- _TASK TO CARRY OUT_
Copy out all lines in the data below containing the string "controls".

- _DATASET EXCERPTS_

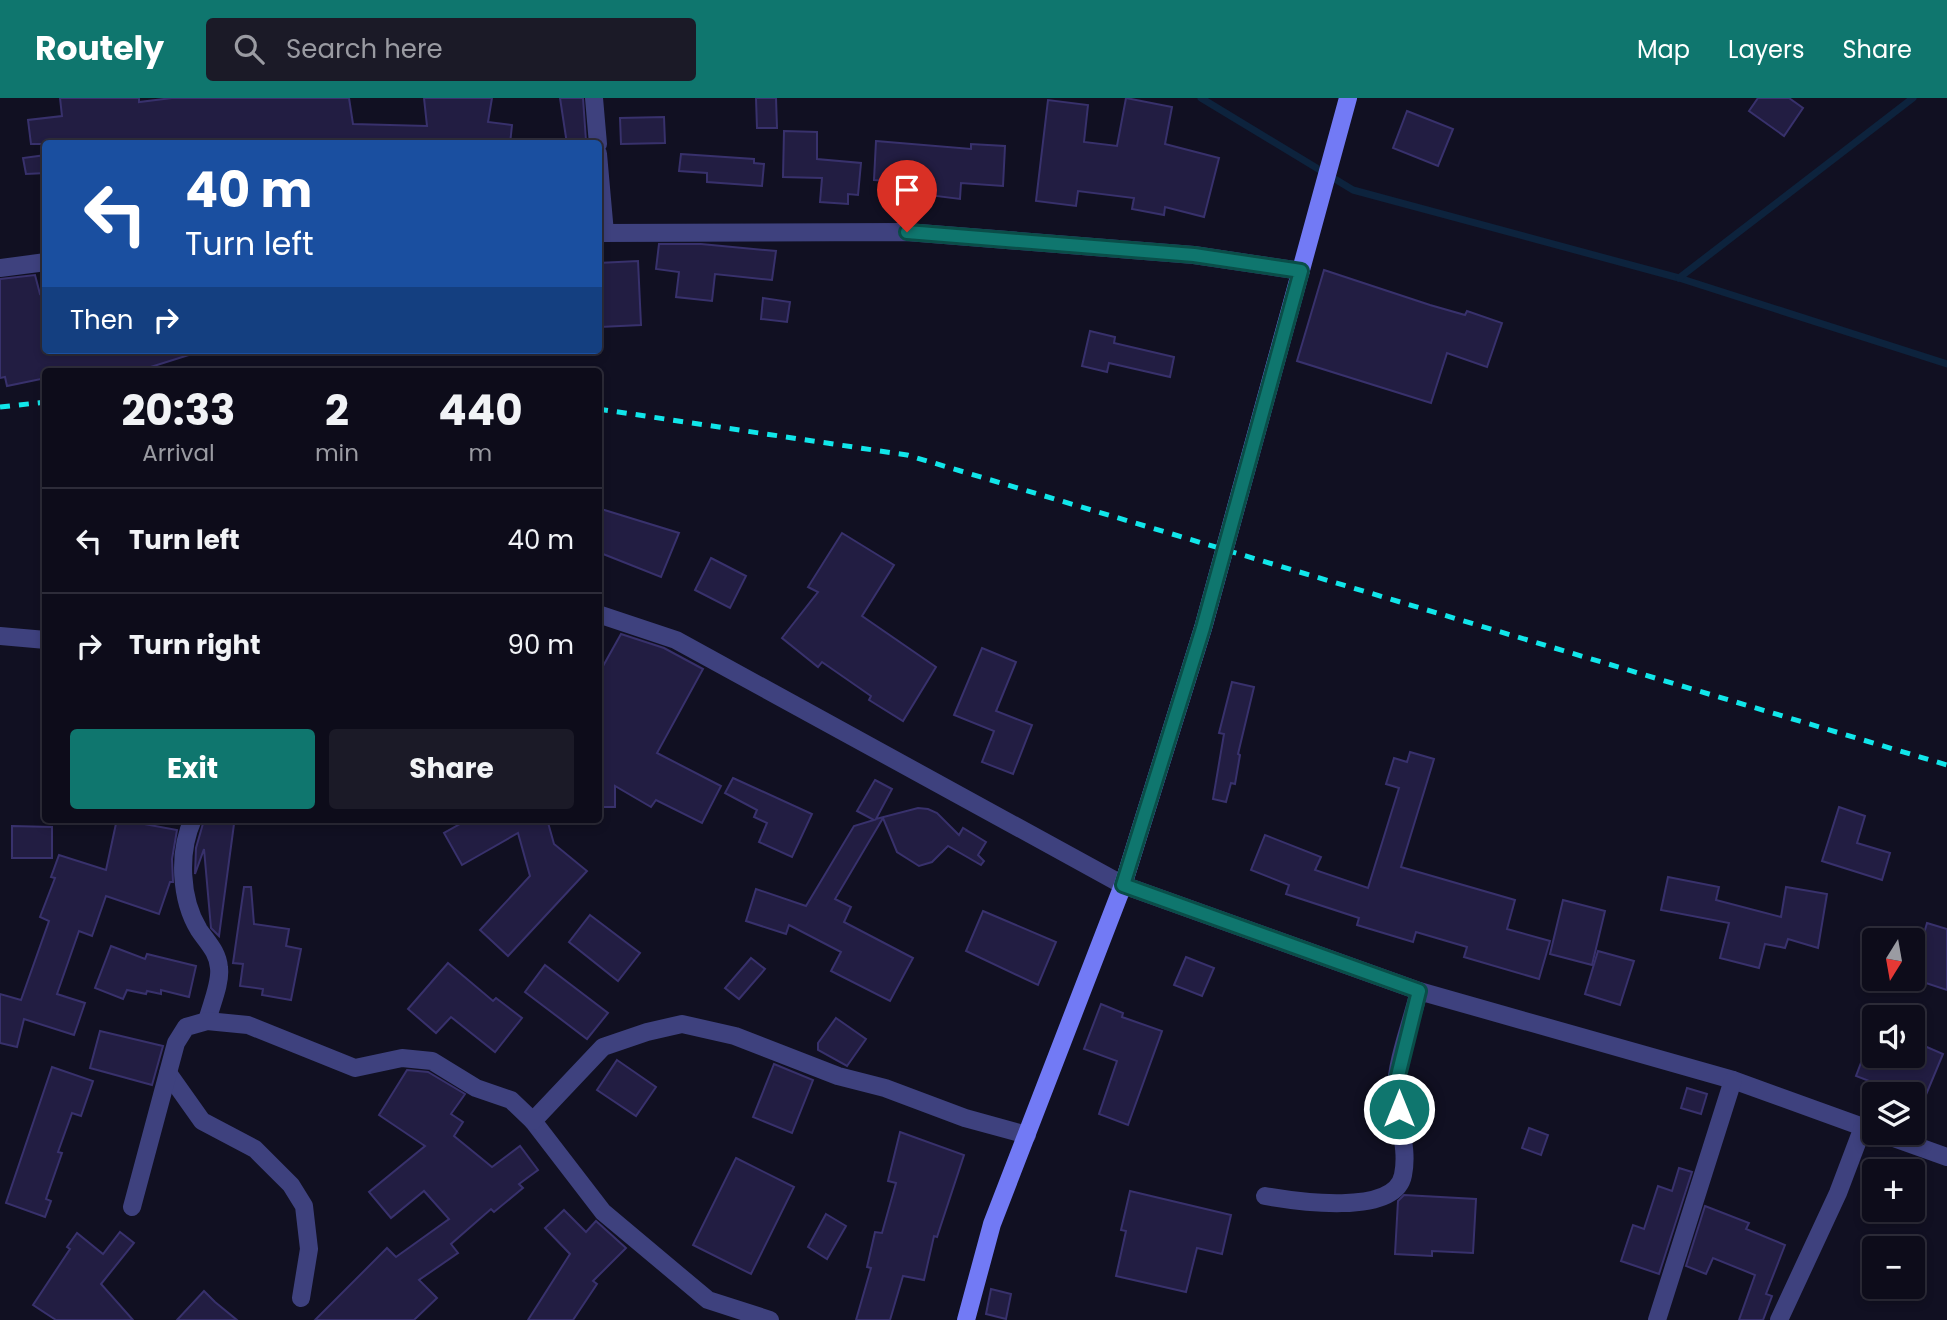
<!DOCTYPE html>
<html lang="en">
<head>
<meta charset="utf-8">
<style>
  :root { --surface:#0d0c1a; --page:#1b1a27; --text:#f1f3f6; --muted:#9a9ba2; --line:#2d2c39; --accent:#0f766e }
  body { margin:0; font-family:Poppins,sans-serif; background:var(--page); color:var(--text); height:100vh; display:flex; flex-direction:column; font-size:26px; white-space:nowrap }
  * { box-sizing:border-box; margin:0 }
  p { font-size:23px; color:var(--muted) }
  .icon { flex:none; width:38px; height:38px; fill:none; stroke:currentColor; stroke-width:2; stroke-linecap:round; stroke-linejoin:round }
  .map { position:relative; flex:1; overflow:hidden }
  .drawer { position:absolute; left:42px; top:270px; width:560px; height:455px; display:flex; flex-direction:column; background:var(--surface); border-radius:7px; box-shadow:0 4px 10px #0003,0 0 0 2px var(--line) }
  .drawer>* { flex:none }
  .top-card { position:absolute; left:42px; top:42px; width:560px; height:214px; border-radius:7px; box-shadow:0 4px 10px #0003,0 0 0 2px var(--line); background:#1a4fa0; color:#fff; overflow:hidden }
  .needle { width:46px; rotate:191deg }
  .controls { position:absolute; left:1862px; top:830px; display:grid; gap:14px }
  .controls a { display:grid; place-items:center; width:63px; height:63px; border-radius:7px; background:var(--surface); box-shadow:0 4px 10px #0003,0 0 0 2px var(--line); font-size:35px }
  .pin { position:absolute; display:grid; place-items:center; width:60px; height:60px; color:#fff; margin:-72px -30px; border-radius:50% 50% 50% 0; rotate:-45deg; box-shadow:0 0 7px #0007 }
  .pin .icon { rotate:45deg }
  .me { position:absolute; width:77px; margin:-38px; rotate:0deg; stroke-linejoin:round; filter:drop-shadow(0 0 5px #0008) }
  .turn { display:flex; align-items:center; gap:24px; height:147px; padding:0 28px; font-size:32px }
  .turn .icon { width:91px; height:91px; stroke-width:2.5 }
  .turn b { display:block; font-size:49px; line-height:60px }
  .then { display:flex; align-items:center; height:66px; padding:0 28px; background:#0003; gap:14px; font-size:26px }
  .eta { display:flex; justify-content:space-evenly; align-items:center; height:119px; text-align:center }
  .eta b { font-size:42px; font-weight:700; line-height:49px }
  .primary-button { display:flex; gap:14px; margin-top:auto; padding:14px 28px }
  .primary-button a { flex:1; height:80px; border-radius:7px; background:var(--accent); color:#fff; font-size:28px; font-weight:700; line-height:80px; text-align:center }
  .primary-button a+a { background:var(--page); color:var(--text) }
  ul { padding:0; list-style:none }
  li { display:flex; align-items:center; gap:21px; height:105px; padding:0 28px; border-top:2px solid var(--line) }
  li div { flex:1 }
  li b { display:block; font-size:26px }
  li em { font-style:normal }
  header { display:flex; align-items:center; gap:42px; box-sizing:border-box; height:98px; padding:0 35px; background:var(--accent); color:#fff }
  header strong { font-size:33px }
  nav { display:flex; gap:38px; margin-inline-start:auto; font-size:24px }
  .search { width:490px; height:63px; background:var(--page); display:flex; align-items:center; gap:18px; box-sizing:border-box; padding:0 24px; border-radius:7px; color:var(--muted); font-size:26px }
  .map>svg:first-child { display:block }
</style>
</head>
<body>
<header>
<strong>Routely</strong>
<div class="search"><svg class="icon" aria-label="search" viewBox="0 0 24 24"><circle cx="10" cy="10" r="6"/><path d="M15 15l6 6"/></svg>Search here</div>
<nav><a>Map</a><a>Layers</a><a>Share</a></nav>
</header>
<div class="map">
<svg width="1947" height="1222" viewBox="0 0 1947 1222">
  <rect width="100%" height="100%" fill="#111022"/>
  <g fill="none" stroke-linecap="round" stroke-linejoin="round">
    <g stroke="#0d233d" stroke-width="7">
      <polyline points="1201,0 1353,92 1679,180 1947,266"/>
      <polyline points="1679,180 1913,0"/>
    </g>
  </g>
  <g fill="#221d42" stroke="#38316c" stroke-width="2">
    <polygon points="60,0 139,0 139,4 172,0 349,0 353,26 427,28 424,0 492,0 488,24 512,27 510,46 31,46 28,22 62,18"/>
    <polygon points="560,0 583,0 586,43 567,46"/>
    <polygon points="756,0 776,0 777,30 757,30"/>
    <polygon points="1126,0 1172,9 1165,46 1219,60 1204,119 1165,109 1164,117 1132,111 1134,100 1078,93 1076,108 1036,103 1048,2 1088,7 1084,44 1117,48"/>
    <polygon points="1758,0 1789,0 1803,10 1784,38 1749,13"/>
    <polygon points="1407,13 1453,31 1438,68 1393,50"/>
    <polygon points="664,19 665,45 621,46 620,20"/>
    <polygon points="784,33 817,34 817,61 861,65 858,97 848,96 848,106 820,104 822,80 783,79"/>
    <polygon points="876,43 971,51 971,46 1005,48 1003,88 961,85 960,101 912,95 914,84 874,82"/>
    <polygon points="681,56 754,61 754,65 764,66 762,88 707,84 707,75 679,73"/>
    <polygon points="46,57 46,75 26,76 23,60"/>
    <polygon points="659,146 701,146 776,153 772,182 715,176 712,203 676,199 679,174 656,171"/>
    <polygon points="638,163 641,227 600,229 598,165"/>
    <polygon points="1324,172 1430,207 1465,217 1467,213 1502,225 1487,269 1447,255 1431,305 1297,263"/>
    <polygon points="35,177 40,196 46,195 46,252 192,252 192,256 138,273 46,273 46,280 7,288 5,279 0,280 0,181"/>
    <polygon points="763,200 790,204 787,224 761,221"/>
    <polygon points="1090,233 1115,239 1114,245 1174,259 1170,279 1109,265 1107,274 1082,268"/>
    <polygon points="598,410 679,435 661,479 598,454"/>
    <polygon points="842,435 894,467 862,518 936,569 903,623 869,602 871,598 822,564 818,569 782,540 818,494 808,489"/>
    <polygon points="711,460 746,478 730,510 695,492"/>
    <polygon points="621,536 664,550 703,571 657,655 721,688 702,725 656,702 651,709 615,688 615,709 598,709 598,577"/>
    <polygon points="982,550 1016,564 996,613 1032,627 1013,676 982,664 994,633 954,617"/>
    <polygon points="1232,584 1254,589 1238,656 1240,657 1235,686 1231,685 1226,704 1213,701 1224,636 1219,635"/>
    <polygon points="1410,654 1434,661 1401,769 1515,802 1507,831 1550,843 1539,881 1464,859 1467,849 1416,834 1413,844 1357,827 1359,820 1286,796 1289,787 1251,772 1265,737 1321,759 1315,772 1368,790 1399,690 1386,686 1394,660 1407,664"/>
    <polygon points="733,680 812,716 792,759 759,744 767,725 754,719 757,712 725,695"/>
    <polygon points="875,682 892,691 876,721 918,710 928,711 937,715 959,737 963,730 986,744 978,757 984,763 981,767 948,748 932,764 919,768 897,754 883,720 835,801 851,809 844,824 913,860 890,903 831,873 841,854 789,827 786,836 746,823 756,791 806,808 854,728 874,722 857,713"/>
    <polygon points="1839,709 1865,718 1857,745 1890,755 1882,782 1822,763"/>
    <polygon points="117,721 177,732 172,761 173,784 170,784 159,816 106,798 92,838 79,833 57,896 85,905 74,937 24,921 17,949 0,945 0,896 21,902 49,823 40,819 55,780 51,779 59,757 106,772"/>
    <polygon points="469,721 547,721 554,746 587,773 508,858 480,832 530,778 518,735 462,767 444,735"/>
    <polygon points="204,722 234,726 219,838 211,830 204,751 195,776 196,750"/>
    <polygon points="12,728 52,729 52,760 12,760"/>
    <polygon points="1668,779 1719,789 1716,802 1781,819 1786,789 1827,796 1818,850 1788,841 1785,850 1765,846 1759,870 1720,860 1729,825 1661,812"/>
    <polygon points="244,789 251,789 254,826 289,831 286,848 301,851 291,902 262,897 263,891 240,888 243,866 233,865"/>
    <polygon points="1563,802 1605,813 1592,867 1550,856"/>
    <polygon points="983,813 1056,844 1038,887 966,853"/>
    <polygon points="590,817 640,855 618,883 569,844"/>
    <polygon points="1927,825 1947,831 1947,892 1911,880"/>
    <polygon points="111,848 145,861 147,856 196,868 189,899 161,892 161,896 147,893 146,896 127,892 123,901 95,890"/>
    <polygon points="1598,853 1634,863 1620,907 1585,896"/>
    <polygon points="1186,859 1214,870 1202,898 1174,887"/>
    <polygon points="751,860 765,871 739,901 725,890"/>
    <polygon points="448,865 493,903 496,900 522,920 495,954 451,919 436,935 408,911"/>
    <polygon points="545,867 608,915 587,941 525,894"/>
    <polygon points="1101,906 1123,915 1122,919 1162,933 1128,1027 1099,1016 1117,963 1084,951"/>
    <polygon points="836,920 866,941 847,968 818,952 818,945"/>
    <polygon points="100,933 163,948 152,987 90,970"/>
    <polygon points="1913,943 1943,956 1923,1004 1913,1000 1913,996 1903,996 1856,978 1864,957 1913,957"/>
    <polygon points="617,962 656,989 636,1018 597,992"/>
    <polygon points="774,966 813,982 792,1035 753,1019"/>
    <polygon points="52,969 93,983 81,1018 72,1015 58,1054 62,1055 46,1101 51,1103 45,1119 6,1105"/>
    <polygon points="407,972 428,974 465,996 451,1016 463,1024 454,1038 492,1069 520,1048 538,1072 519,1086 523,1090 494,1114 491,1111 451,1146 458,1155 419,1182 437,1200 414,1222 315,1222 387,1150 396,1159 449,1121 424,1093 391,1120 369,1094 425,1048 379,1017"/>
    <polygon points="1687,990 1707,996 1701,1016 1681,1010"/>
    <polygon points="1529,1030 1548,1037 1541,1057 1522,1050"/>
    <polygon points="900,1034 964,1057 937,1139 934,1138 924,1182 903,1178 890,1222 856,1222 871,1170 867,1169 875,1134 882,1135 896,1085 888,1083"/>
    <polygon points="736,1060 794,1089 751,1176 693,1147"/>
    <polygon points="1679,1070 1692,1074 1659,1176 1621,1163 1633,1127 1644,1131 1658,1088 1672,1093"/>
    <polygon points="1130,1093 1231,1117 1222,1156 1197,1150 1186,1194 1116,1178 1126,1133 1121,1132"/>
    <polygon points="1404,1097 1476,1101 1473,1155 1432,1153 1432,1158 1395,1156 1398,1103"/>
    <polygon points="1705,1108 1749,1125 1746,1131 1785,1147 1766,1196 1772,1198 1763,1222 1739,1222 1755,1177 1713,1160 1706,1176 1686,1168"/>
    <polygon points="564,1112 586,1134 596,1123 626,1150 593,1183 597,1186 573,1222 528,1222 570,1156 545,1130"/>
    <polygon points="826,1116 846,1128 827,1161 808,1149"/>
    <polygon points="120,1134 134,1145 101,1186 133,1222 56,1222 33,1207 70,1151 67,1149 77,1135 103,1156"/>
    <polygon points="991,1191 1011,1196 1006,1221 986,1216"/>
    <polygon points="204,1193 215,1204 237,1222 177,1222"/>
  </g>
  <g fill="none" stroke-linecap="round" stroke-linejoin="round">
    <g stroke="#3e417e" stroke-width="18">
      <polyline points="594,0 598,46"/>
      <polyline points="598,56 605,135"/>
      <polyline points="598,135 907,134 1194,157 1301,173"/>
      <polyline points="0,170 46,164"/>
      <polyline points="598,516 676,542 1123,787 1419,893 1733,982 1874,1033"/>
      <polyline points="0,538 46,542"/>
      <path d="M193,721c-15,33 -13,80 6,111 8,12 19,22 20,38 2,15 -8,37 -12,53"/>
      <polyline points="168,975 202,1023 255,1051 291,1087 304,1108 309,1151 301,1200"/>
      <polyline points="533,1023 603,1114 708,1202 770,1222"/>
      <polyline points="1877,1034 1947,1059"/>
      <path d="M1265,1098c29,5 130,21 138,-21 6,-29 -7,-56 -7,-85 -1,-25 17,-73 23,-99"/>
      <polyline points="132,1109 176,945 186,929 207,923 248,927 355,970 402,960 432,963 476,990 511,1002 533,1023 603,949 647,934 682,926 735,938 838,978 885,990 965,1020 1027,1037"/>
      <polyline points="1657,1222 1733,982"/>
      <polyline points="1779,1222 1838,1095 1863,1029"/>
    </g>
    <polyline stroke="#727af5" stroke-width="18" points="966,1222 992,1126 1123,787 1203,530 1348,0"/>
    <g stroke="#11e6ea" stroke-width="5" stroke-dasharray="10 9" stroke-linecap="butt">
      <polyline points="332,273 348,273"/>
      <polyline points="0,309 46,304"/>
      <polyline points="598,311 907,357 1947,667"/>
    </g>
  </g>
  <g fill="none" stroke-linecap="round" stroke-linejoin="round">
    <g stroke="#0a4d48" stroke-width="18">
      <polyline id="route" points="907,134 1194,157 1301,173 1203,530 1123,787 1419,893 1395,990 1399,1011"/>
    </g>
    <use href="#route" stroke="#0f766e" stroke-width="12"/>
  </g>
</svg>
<div class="controls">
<a><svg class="needle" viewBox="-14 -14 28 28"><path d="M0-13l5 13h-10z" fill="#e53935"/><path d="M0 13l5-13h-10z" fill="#9a9ba2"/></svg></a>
<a><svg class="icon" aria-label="sound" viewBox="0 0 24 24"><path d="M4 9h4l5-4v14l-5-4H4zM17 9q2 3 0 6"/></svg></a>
<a><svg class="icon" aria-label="layers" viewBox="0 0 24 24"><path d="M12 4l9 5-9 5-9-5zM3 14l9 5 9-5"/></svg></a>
<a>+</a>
<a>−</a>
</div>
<div class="pin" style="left:907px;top:134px;background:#d93025"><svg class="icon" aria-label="arrive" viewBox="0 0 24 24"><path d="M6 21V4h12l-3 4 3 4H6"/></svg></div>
<svg class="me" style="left:1399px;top:1011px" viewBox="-20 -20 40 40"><circle r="17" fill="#0f766e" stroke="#fff" stroke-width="3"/><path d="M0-11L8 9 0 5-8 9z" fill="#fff"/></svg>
<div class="top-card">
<div class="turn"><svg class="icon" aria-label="left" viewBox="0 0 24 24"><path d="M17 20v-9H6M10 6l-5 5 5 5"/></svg><div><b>40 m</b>Turn left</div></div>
<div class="then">Then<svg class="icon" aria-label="right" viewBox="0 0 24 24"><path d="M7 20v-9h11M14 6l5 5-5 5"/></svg></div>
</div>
<section class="drawer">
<div class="eta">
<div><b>20:33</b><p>Arrival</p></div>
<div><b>2</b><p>min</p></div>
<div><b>440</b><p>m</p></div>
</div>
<ul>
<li><svg class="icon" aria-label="left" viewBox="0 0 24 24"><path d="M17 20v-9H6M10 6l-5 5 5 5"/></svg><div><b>Turn left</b></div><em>40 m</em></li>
<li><svg class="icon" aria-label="right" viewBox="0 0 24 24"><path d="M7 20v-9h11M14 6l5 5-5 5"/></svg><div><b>Turn right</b></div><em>90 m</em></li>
</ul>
<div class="primary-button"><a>Exit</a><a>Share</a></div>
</section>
</div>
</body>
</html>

- _ANSWER AREA_
  .controls { position:absolute; left:1862px; top:830px; display:grid; gap:14px }
  .controls a { display:grid; place-items:center; width:63px; height:63px; border-radius:7px; background:var(--surface); box-shadow:0 4px 10px #0003,0 0 0 2px var(--line); font-size:35px }
<div class="controls">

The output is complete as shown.